La pêche rapporte en moyenne 3 469 tonnes de brosmes annuellement. Le maximum (5 130 tonnes) a été enregistré en 1973, et le minimum (90 tonnes), en 1999, dans la division 4X de l’OPANO (Rapport sur l’état des stocks du MPO, 2000). On a imposé des limites de prises accessoires de brosme en 1999. Un plafond de 1 000 tonnes a été appliqué aux débarquements combinés de toutes les flottilles. Environ 80 p. 100 des débarquements proviennent de la division 4X de l’OPANO (environs de la baie de Fundy, Sud-Ouest de la Nouvelle-Écosse et banc Browns). La dernière évaluation intégrale du stock a été effectuée en 1998 (Rapport sur l’état des stocks du MPO, 2000). Le Rapport sur l’état des stocks de 1998 et les mises à jour de 2000 et de 2001 indiquent que les débarquements sont demeurés inférieurs à la moyenne à long terme depuis 1993. Les débarquements en 2000 se chiffraient à 800 tonnes. Ils ont augmenté en 2001, passant à plus de 1 000 tonnes.

Les baisses des débarquements coïncident avec les diminutions tant de la longueur que du poids des brosmes pêchés depuis la fin des années 1970 (Harris et al., 2002). On a récemment enregistré les chiffres les plus faibles pour le poids de chaque individu et le nombre de brosmes capturés. Les débarquements à la baisse et les indicateurs négatifs susmentionnés ont amené la mise en place d’un quota de 1 000 tonnes en 1999. Nombre de ces caractéristiques et tendances sont également observées chez d’autres espèces, mais à des degrés moindres que chez le brosme depuis 1992 (année où le MPO a signalé l’effondrement soudain du stock). Selon le Conseil pour la conservation des ressources halieutiques (2002), malgré les recommandations et les restrictions limitant les prises accessoires, les débarquements de brosmes devraient dépasser facilement le quota de 1 000 tonnes pour l’année de pêche 2001 à 2002.

Le centre de l’aire de répartition du brosme chevauche la frontière canado-américaine. Les tendances au Canada décrites ci-dessus sont, à bien des égards, semblables à celles observées aux États-Unis (O’Brien, 2000). La pêche au brosme aux États-Unis n’est pas gérée. La plupart des captures passées (de 50 à 87 p. 100) ont été réalisées au chalut de fond, mais la pêche à la palangre semble être de plus en plus importante. La pêche est largement confinée au golfe du Maine, où des débarquements stables de 1 700 tonnes métriques ont été réalisés à la fin des années 1960 et au début des années 1970 (O’Brien, 2000).
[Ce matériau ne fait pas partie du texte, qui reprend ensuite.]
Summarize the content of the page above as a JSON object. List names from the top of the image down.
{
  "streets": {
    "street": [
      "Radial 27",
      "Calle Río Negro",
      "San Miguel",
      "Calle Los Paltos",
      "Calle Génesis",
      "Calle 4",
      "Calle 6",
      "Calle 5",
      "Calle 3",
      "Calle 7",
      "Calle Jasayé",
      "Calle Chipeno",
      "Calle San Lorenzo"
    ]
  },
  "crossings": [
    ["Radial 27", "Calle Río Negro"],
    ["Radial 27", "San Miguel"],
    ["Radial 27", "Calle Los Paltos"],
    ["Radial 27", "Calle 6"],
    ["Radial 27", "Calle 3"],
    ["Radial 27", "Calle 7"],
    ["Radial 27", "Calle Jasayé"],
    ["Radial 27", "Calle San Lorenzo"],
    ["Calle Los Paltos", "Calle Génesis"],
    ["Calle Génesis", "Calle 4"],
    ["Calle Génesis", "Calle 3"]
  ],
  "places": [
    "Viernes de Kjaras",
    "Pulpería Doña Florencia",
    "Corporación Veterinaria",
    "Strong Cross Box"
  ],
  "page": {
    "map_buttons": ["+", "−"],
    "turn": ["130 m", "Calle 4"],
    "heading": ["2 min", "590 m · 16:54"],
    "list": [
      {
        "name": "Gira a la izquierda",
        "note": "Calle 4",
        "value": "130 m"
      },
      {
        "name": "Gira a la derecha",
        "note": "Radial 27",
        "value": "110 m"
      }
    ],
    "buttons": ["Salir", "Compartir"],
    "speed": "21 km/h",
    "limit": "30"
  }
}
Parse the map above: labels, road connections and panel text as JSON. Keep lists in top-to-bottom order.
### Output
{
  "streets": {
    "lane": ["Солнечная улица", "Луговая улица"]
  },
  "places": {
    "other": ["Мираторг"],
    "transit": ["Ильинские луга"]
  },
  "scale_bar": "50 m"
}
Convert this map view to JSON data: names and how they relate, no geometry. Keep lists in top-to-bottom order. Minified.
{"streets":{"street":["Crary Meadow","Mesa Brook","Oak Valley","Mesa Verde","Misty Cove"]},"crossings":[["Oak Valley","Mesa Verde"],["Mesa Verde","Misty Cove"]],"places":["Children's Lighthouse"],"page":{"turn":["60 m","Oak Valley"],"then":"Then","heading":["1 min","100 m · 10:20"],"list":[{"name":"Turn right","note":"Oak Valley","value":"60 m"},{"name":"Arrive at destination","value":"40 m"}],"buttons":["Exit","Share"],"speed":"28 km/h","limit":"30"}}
Les débarquements commerciaux ont augmenté entre la fin des années 1970 et le milieu des années 1980, avant de décliner rapidement en 1981. Selon O’Brien (2000), le ratio des débarquements commerciaux sur l’indice du relevé scientifique d’automne est à la hausse depuis 1986, ce qui indique un accroissement de l’exploitation. Le stock semble être surexploité; le niveau de la biomasse est faible. En 1998, les débarquements se chiffraient à environ 500 tonnes métriques aux États-Unis, comparativement à 1 500 tonnes métriques au Canada.